Israeli justice minister promises to rein in Israel’s runaway High Court

Justice Minister Ayelet Shaked promises to put an end to the Israeli High Court’s overreach.

By David Isaac, World Israel News

The Israeli High Court’s decision on Sunday to ban far-right candidate Michael Ben-Ari, leader of the Otzma Yehudit (or “Jewish Strength”) party, from participating in the coming elections raised a storm of criticism from Israel’s right, with proposals being made to curtail the court’s power.

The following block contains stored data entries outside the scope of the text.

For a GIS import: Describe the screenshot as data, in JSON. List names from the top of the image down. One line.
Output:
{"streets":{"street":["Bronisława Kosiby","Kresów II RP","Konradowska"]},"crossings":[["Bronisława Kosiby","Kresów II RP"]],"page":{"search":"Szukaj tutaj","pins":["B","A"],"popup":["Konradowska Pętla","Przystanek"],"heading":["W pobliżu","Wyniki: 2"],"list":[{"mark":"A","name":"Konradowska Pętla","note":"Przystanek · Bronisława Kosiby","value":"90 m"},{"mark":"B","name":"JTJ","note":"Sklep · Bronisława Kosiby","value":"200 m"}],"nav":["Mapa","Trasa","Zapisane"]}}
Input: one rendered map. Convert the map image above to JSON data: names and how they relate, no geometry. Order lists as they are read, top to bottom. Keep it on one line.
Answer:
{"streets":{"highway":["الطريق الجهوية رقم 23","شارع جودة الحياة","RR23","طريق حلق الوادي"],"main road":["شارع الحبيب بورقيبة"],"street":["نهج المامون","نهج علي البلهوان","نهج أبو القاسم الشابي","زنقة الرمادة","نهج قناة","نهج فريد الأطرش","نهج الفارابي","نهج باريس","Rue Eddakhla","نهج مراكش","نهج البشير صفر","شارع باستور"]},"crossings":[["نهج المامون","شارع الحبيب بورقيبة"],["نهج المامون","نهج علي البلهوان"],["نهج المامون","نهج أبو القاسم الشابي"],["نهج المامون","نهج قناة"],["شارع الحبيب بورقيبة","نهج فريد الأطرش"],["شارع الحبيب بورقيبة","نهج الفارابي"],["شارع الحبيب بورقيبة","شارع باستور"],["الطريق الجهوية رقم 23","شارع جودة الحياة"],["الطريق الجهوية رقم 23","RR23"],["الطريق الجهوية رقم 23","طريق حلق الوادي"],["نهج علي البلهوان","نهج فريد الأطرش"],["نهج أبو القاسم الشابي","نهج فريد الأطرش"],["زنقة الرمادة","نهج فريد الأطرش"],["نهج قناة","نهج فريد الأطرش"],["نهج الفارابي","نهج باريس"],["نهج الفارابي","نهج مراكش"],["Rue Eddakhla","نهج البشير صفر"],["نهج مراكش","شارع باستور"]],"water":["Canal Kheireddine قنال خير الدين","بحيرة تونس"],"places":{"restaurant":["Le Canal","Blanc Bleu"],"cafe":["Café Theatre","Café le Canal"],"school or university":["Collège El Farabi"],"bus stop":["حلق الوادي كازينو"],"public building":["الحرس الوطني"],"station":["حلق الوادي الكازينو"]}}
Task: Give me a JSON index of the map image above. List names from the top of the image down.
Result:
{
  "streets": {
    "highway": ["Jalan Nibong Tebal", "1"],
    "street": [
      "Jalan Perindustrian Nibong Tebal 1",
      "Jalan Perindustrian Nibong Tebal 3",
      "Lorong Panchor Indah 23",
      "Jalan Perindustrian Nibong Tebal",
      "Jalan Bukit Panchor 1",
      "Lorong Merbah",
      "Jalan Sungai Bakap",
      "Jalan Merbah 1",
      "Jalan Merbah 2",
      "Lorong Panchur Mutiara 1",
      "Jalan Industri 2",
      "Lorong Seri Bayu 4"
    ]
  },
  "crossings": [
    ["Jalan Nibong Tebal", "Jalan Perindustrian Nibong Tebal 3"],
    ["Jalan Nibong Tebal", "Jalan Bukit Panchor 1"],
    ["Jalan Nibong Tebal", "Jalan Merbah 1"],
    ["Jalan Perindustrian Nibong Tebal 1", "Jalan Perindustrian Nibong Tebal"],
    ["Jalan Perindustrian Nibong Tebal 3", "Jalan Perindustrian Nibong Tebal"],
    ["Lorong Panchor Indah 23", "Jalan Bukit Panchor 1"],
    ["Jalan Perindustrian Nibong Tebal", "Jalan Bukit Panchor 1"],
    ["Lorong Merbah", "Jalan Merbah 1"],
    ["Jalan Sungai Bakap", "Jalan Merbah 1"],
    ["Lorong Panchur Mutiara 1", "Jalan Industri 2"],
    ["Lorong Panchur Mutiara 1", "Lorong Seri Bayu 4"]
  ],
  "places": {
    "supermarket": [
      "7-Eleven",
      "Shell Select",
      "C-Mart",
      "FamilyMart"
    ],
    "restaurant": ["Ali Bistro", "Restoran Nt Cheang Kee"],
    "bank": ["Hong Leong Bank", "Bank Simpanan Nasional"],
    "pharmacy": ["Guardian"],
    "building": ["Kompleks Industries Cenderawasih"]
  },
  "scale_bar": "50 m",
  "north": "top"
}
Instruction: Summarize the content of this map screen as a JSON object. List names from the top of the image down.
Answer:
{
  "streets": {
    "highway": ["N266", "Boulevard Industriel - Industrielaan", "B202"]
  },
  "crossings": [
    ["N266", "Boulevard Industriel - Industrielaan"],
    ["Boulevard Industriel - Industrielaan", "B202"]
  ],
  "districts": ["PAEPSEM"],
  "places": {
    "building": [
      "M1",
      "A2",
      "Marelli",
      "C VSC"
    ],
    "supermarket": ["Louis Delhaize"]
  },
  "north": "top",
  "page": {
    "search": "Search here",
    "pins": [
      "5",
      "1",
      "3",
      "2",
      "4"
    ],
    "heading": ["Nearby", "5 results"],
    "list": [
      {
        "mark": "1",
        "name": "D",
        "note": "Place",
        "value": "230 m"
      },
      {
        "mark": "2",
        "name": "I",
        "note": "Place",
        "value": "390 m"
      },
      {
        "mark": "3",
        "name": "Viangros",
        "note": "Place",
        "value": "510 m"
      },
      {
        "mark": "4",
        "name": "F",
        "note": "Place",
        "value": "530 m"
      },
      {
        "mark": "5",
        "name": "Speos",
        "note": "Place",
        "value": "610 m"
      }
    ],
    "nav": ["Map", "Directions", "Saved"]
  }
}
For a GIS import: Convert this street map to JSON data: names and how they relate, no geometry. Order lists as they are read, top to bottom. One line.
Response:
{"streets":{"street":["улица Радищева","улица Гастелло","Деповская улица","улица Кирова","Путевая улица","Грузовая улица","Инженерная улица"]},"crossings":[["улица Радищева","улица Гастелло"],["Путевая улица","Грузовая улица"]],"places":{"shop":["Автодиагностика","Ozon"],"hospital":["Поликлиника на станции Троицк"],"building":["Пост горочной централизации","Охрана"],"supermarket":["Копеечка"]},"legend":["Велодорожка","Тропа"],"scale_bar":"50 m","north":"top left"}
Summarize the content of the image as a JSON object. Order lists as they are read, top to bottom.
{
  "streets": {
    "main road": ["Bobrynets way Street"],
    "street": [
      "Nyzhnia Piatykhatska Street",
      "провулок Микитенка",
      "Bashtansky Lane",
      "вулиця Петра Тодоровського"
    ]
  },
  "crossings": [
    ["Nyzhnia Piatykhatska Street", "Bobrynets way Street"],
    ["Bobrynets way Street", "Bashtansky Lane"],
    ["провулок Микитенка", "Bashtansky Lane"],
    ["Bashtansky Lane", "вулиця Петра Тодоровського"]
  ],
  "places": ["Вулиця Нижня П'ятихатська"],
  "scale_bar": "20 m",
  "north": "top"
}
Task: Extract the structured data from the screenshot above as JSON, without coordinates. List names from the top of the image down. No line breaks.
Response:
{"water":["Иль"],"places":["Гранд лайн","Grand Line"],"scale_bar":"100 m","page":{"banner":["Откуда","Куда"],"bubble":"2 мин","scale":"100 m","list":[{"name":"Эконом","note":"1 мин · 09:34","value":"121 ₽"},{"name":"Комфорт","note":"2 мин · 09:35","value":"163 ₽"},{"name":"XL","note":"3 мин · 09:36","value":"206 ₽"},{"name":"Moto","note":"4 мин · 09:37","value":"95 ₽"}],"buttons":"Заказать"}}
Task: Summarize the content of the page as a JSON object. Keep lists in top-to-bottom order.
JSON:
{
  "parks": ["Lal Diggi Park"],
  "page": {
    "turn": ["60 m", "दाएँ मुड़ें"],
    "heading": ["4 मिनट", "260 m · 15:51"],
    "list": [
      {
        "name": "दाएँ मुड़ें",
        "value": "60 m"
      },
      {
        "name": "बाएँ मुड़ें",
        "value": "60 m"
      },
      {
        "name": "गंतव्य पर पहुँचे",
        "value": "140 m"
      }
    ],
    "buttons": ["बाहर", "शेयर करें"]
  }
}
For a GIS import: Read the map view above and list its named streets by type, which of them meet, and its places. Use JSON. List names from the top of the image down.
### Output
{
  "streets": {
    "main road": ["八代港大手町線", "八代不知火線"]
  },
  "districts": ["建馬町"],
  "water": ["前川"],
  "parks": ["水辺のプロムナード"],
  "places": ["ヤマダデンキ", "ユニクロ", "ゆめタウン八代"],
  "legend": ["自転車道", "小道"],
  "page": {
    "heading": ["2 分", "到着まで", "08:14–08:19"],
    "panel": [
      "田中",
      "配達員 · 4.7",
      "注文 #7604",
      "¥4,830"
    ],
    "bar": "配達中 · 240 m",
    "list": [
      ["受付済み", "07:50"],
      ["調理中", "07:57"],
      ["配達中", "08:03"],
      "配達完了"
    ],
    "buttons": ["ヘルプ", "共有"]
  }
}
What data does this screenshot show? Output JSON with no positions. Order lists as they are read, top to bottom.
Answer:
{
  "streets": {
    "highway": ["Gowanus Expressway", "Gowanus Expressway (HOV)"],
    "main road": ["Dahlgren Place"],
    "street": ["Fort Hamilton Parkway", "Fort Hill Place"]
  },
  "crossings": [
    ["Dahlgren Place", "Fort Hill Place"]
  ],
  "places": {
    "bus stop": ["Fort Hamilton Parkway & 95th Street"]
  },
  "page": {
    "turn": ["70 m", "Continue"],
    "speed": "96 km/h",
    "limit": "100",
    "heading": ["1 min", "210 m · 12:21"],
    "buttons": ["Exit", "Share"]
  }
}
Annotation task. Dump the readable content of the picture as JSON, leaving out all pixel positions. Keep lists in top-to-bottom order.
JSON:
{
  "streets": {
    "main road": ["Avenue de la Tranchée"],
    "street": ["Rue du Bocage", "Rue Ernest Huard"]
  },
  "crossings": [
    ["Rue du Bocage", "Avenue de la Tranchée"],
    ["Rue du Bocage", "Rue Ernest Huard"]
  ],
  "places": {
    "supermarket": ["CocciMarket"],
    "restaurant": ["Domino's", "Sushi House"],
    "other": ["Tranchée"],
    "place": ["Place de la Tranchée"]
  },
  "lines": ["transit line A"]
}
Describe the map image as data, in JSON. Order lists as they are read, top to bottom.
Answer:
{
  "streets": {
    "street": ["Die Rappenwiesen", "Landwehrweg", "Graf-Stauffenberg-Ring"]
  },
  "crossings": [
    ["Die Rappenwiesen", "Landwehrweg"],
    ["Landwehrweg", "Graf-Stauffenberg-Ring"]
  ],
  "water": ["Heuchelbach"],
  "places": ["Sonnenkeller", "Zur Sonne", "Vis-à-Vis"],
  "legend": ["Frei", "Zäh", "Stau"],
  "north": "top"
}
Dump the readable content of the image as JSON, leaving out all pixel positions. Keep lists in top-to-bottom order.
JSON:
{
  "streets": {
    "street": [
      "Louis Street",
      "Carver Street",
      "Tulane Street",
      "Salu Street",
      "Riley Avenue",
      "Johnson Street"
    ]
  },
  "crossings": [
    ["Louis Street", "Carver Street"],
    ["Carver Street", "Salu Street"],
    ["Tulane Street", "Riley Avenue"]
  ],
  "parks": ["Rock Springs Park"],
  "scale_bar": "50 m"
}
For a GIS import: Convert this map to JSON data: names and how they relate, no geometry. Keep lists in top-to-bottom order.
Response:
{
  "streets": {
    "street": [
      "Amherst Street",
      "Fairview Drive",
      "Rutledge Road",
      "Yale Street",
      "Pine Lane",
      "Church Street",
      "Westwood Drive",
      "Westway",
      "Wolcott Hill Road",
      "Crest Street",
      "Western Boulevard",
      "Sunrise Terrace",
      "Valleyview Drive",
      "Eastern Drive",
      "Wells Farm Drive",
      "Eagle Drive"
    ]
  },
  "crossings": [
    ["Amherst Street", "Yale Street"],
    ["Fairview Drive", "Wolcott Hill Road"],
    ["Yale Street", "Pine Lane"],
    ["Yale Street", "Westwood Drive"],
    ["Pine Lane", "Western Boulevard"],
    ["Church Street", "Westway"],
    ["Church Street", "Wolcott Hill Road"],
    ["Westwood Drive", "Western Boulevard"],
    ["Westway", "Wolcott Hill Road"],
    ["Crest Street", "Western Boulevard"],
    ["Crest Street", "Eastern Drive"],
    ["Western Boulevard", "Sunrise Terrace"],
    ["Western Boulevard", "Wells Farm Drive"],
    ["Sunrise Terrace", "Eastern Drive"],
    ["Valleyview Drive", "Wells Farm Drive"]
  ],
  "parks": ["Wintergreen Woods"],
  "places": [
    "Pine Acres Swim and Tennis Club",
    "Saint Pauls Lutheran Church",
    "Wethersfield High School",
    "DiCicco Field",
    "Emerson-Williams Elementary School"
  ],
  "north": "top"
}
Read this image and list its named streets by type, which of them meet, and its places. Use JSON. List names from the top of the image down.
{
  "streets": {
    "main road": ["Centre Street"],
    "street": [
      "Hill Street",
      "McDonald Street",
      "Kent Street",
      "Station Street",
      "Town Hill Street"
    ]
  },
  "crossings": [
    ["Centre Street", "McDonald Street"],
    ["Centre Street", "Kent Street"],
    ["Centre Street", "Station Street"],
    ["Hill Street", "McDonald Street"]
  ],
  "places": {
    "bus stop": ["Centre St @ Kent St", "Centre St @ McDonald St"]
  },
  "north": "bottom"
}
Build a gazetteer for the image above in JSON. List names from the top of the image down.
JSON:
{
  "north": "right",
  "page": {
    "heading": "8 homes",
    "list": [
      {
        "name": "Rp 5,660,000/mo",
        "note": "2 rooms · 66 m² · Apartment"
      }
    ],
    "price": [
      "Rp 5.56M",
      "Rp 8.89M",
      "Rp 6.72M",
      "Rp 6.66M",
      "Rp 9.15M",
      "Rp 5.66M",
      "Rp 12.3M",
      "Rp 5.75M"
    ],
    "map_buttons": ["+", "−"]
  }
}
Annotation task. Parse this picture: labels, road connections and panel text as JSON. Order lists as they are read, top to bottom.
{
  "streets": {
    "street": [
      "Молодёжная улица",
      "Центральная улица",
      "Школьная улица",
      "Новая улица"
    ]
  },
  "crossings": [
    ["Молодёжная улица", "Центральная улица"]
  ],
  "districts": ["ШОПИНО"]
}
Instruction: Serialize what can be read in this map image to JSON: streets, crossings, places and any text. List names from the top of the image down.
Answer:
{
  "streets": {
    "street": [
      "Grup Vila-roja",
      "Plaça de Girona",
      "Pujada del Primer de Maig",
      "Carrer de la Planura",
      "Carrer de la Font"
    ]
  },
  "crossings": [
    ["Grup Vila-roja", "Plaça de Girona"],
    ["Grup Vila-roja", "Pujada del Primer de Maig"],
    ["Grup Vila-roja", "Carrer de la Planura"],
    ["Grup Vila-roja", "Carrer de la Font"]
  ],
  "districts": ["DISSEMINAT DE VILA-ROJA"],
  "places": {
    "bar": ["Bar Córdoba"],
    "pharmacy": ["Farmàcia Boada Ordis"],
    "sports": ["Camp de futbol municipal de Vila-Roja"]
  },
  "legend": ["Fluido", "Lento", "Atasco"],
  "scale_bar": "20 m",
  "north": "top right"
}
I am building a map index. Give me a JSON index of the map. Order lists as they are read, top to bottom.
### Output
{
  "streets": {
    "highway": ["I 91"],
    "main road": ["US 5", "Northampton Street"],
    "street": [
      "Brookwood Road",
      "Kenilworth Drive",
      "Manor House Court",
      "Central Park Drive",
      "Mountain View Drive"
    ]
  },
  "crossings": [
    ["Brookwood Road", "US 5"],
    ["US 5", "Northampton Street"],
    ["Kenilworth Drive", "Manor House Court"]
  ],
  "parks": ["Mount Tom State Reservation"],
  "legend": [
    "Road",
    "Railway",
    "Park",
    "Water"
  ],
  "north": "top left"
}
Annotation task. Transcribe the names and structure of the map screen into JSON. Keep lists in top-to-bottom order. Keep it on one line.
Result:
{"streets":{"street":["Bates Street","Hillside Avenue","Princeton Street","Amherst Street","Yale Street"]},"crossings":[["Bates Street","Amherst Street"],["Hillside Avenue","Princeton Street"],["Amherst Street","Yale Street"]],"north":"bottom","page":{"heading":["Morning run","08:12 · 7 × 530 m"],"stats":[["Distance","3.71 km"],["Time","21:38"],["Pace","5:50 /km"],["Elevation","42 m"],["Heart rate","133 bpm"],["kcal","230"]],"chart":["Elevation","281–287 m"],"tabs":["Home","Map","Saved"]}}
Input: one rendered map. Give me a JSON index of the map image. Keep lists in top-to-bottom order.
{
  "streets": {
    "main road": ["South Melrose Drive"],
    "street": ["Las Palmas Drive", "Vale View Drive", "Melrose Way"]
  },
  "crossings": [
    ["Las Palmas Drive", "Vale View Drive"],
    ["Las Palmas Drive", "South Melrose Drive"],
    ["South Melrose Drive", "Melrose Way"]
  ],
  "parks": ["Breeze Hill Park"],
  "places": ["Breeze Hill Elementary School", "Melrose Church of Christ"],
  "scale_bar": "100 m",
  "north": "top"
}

The most far-reaching plan came from Justice Minister Ayelet Shaked, who on Monday said that the court has “turned  itself into a political factor. The decision by the High Court of Justice to disqualify Ben-Ari and, on the other hand, to permit terror-supporting parties is a blatant and misleading intervention that goes to the core of Israeli democracy.”

Shaked referred to the fact that at the same time that the High Court decided to ban Ben-Ari for racist statements, it rejected appeals to ban far-left candidate Ofer Cassif and the Arab party Balad. Cassif has compared Israel to Nazis and criticized Israel’s Law of Return, which automatically grants citizenship to Diaspora Jews who immigrate to Israel.

Balad declares itself “part of the Palestinian national movement” and rejects the idea of a Jewish State.  “We don’t support two states for two peoples. We support the establishment of a Palestinian state next to a state for all of its citizens,” Mtanes Shihadeh, who holds the top spot on Balad’s list, told The Times of Israel on February 2.

At a conference of the National Union of Israeli Students, Shaked sketched out her plan to “return the separation of powers” to their proper place in Israel’s political system. The plan includes changing the way judges are selected to the High Court. Shaked noted that in the vast majority of democracies, the country’s elected representatives choose the judges, as opposed to Israel, where the judges are self-selecting.

Shaked’s says the judicial selection process will be transparent. “The light of the sun is the greatest disenfectant,” she said. “The public has the right to know the legal worldview of a candidate to the High Court of Justice.”

The Justice Minister’s second proposal is to pass a Basic Law of legislation, which would define precisely the boundaries of the High Court’s authority.

Third, Shaked said Israel’s attorney general’s role has changed over the years from being strictly an adviser to someone who decides law. She said she will return law-making authority to its proper place and change the manner in which the attorney general is appointed.

Calls to reform Israel’s High Court has been made for some time. The right views it as activist, lacking judicial restraint and biased in favor of left-wing policies. Public trust in the High Court has dropped 16.5 percent in the last five years, according to the Israeli Democracy Institute, suggesting the wider public may be coming around to the political right’s point of view.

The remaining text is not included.